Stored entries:
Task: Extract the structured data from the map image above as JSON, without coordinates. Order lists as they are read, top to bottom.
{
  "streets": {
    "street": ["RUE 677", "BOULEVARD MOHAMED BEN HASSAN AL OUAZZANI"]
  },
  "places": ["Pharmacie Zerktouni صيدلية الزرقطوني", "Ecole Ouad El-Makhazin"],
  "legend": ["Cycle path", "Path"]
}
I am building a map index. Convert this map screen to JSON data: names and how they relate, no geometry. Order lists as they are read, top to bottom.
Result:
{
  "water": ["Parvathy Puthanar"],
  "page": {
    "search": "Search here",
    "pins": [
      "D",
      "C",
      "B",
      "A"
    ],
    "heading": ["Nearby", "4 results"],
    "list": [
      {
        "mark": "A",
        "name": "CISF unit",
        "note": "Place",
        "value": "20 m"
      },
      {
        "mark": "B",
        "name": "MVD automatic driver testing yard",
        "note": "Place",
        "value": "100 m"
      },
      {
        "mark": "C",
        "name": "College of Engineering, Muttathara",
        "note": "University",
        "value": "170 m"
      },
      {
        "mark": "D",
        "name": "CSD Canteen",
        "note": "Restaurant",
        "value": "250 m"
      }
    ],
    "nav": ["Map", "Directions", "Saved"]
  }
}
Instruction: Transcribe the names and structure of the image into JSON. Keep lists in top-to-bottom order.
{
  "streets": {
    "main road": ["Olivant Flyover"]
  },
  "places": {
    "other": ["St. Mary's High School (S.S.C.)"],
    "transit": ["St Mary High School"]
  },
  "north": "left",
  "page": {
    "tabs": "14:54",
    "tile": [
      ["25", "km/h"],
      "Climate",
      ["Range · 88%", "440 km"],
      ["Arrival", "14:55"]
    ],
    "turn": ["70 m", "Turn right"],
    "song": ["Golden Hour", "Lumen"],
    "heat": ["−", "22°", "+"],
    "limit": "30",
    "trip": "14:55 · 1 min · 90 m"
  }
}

*TASK TO CARRY OUT:* Transcribe the records exactly as given.

*ANSWER BELOW:*
Task: Extract the structured data from the map image above as JSON, without coordinates. Order lists as they are read, top to bottom.
{
  "streets": {
    "street": ["RUE 677", "BOULEVARD MOHAMED BEN HASSAN AL OUAZZANI"]
  },
  "places": ["Pharmacie Zerktouni صيدلية الزرقطوني", "Ecole Ouad El-Makhazin"],
  "legend": ["Cycle path", "Path"]
}
I am building a map index. Convert this map screen to JSON data: names and how they relate, no geometry. Order lists as they are read, top to bottom.
Result:
{
  "water": ["Parvathy Puthanar"],
  "page": {
    "search": "Search here",
    "pins": [
      "D",
      "C",
      "B",
      "A"
    ],
    "heading": ["Nearby", "4 results"],
    "list": [
      {
        "mark": "A",
        "name": "CISF unit",
        "note": "Place",
        "value": "20 m"
      },
      {
        "mark": "B",
        "name": "MVD automatic driver testing yard",
        "note": "Place",
        "value": "100 m"
      },
      {
        "mark": "C",
        "name": "College of Engineering, Muttathara",
        "note": "University",
        "value": "170 m"
      },
      {
        "mark": "D",
        "name": "CSD Canteen",
        "note": "Restaurant",
        "value": "250 m"
      }
    ],
    "nav": ["Map", "Directions", "Saved"]
  }
}
Instruction: Transcribe the names and structure of the image into JSON. Keep lists in top-to-bottom order.
{
  "streets": {
    "main road": ["Olivant Flyover"]
  },
  "places": {
    "other": ["St. Mary's High School (S.S.C.)"],
    "transit": ["St Mary High School"]
  },
  "north": "left",
  "page": {
    "tabs": "14:54",
    "tile": [
      ["25", "km/h"],
      "Climate",
      ["Range · 88%", "440 km"],
      ["Arrival", "14:55"]
    ],
    "turn": ["70 m", "Turn right"],
    "song": ["Golden Hour", "Lumen"],
    "heat": ["−", "22°", "+"],
    "limit": "30",
    "trip": "14:55 · 1 min · 90 m"
  }
}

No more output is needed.